**Data supplied**
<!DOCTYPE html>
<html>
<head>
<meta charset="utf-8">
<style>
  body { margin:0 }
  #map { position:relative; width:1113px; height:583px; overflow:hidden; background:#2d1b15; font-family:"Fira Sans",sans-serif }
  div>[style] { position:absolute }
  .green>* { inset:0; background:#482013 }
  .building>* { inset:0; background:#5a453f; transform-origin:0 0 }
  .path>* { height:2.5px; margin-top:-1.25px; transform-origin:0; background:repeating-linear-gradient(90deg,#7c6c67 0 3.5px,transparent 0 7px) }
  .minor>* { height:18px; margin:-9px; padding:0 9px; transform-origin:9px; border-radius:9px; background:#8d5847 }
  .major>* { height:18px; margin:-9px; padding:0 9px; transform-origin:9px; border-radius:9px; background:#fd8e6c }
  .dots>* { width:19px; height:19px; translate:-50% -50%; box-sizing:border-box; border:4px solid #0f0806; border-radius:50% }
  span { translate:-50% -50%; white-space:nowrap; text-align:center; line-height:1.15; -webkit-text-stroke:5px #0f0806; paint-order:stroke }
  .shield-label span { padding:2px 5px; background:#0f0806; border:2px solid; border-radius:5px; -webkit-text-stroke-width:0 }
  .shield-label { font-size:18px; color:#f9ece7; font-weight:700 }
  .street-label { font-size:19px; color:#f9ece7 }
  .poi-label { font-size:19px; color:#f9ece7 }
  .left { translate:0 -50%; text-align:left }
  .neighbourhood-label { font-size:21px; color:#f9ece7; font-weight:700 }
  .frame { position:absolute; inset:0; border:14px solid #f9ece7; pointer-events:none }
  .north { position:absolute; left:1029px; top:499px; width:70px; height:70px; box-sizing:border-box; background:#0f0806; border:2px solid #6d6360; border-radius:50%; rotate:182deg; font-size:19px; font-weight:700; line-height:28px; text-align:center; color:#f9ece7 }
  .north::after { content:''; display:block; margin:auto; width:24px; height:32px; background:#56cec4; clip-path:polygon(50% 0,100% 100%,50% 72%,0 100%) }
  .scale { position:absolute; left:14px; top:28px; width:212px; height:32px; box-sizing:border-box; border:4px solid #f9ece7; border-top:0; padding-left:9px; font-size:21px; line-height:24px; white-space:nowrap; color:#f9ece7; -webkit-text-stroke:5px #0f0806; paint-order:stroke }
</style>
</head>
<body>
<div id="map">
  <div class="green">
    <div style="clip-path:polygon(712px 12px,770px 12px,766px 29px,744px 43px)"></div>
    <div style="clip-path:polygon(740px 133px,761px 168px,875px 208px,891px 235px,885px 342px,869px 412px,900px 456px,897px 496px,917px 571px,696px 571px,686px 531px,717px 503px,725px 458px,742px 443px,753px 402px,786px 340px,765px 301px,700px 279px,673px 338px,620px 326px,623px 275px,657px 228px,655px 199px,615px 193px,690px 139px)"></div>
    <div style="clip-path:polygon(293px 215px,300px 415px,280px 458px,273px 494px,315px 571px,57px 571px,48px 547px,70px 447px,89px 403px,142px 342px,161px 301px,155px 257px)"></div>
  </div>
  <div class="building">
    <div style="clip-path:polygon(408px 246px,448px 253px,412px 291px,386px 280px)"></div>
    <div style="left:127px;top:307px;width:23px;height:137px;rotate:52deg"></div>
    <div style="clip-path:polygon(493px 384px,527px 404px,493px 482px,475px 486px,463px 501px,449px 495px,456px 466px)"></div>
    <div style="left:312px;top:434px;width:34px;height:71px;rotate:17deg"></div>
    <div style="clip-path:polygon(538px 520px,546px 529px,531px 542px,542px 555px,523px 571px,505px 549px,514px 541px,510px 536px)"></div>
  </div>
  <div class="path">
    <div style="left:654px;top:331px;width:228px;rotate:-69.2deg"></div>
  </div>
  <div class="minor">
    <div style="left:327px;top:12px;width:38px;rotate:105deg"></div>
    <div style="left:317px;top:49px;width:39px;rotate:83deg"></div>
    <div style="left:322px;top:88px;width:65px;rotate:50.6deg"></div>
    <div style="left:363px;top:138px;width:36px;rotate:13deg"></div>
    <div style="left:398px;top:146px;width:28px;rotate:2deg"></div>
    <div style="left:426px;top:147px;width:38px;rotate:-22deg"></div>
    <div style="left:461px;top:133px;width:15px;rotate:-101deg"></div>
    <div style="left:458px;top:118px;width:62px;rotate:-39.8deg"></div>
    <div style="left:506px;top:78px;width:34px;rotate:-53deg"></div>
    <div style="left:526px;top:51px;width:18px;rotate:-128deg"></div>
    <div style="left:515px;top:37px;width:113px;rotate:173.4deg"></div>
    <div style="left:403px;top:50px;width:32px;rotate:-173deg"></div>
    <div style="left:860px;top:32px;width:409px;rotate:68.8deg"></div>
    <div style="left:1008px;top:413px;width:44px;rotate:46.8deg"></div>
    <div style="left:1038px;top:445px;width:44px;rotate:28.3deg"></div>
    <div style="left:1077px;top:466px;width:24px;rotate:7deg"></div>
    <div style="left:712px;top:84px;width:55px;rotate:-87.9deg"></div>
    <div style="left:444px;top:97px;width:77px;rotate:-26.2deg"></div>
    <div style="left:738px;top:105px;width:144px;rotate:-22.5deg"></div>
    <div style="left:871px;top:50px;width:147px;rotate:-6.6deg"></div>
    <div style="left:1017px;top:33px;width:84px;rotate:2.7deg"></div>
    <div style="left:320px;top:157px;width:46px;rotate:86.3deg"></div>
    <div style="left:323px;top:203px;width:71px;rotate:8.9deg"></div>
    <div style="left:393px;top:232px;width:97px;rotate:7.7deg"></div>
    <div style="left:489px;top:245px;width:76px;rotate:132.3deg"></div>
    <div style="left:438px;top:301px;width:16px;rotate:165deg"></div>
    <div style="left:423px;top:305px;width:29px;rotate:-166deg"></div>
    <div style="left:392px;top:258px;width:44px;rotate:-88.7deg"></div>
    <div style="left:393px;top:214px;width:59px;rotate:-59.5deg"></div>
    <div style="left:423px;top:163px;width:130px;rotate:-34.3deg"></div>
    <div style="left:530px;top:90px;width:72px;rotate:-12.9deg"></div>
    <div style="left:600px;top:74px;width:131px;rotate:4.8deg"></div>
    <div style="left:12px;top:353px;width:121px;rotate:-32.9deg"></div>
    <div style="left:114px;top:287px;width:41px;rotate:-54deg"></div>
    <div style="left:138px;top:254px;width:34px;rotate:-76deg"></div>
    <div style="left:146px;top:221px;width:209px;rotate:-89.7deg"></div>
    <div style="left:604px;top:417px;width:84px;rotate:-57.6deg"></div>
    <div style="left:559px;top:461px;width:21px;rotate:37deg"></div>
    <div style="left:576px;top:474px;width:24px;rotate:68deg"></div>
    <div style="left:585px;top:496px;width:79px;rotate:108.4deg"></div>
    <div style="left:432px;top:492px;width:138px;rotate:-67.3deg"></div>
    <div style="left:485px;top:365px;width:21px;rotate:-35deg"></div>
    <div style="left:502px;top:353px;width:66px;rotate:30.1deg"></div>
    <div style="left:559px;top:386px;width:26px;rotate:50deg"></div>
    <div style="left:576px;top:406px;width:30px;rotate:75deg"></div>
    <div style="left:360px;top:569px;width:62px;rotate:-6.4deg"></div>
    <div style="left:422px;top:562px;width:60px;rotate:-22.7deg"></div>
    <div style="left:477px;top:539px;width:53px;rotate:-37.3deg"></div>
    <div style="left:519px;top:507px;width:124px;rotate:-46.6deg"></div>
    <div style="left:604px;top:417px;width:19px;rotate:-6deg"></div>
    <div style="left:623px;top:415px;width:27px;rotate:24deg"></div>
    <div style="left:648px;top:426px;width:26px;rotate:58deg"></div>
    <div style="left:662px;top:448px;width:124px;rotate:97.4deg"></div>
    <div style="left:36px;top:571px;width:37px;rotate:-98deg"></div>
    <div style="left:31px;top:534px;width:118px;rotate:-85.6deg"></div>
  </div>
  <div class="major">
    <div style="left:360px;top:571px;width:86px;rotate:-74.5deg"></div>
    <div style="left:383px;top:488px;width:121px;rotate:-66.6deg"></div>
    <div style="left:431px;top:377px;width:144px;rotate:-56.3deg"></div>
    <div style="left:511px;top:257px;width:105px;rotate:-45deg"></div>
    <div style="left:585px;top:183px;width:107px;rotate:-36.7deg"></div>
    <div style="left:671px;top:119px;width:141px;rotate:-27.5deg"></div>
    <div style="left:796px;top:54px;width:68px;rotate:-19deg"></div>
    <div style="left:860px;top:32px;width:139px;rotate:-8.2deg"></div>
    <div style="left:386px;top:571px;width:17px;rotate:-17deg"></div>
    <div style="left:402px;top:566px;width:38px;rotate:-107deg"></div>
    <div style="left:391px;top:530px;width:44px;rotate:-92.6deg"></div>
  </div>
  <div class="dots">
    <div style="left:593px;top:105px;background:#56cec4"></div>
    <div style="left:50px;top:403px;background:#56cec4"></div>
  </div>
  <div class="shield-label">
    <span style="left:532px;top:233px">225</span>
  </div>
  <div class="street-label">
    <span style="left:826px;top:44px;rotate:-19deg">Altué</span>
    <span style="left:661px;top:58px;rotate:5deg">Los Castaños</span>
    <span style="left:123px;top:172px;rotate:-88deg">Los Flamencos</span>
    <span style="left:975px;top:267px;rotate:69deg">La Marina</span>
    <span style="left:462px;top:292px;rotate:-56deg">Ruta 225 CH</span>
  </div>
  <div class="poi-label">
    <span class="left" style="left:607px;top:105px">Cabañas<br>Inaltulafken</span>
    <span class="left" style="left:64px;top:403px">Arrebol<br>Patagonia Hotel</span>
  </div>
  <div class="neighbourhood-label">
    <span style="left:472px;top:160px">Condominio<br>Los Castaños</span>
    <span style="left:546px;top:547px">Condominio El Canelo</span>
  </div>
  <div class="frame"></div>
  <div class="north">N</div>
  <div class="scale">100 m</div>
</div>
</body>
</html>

**What is required**
Begin at the first line of the records above and quote every line verbatim through the one that contains "height:2.5px; margin-top:-1.25px; transform-origin:0;".

**Response area**
<!DOCTYPE html>
<html>
<head>
<meta charset="utf-8">
<style>
  body { margin:0 }
  #map { position:relative; width:1113px; height:583px; overflow:hidden; background:#2d1b15; font-family:"Fira Sans",sans-serif }
  div>[style] { position:absolute }
  .green>* { inset:0; background:#482013 }
  .building>* { inset:0; background:#5a453f; transform-origin:0 0 }
  .path>* { height:2.5px; margin-top:-1.25px; transform-origin:0; background:repeating-linear-gradient(90deg,#7c6c67 0 3.5px,transparent 0 7px) }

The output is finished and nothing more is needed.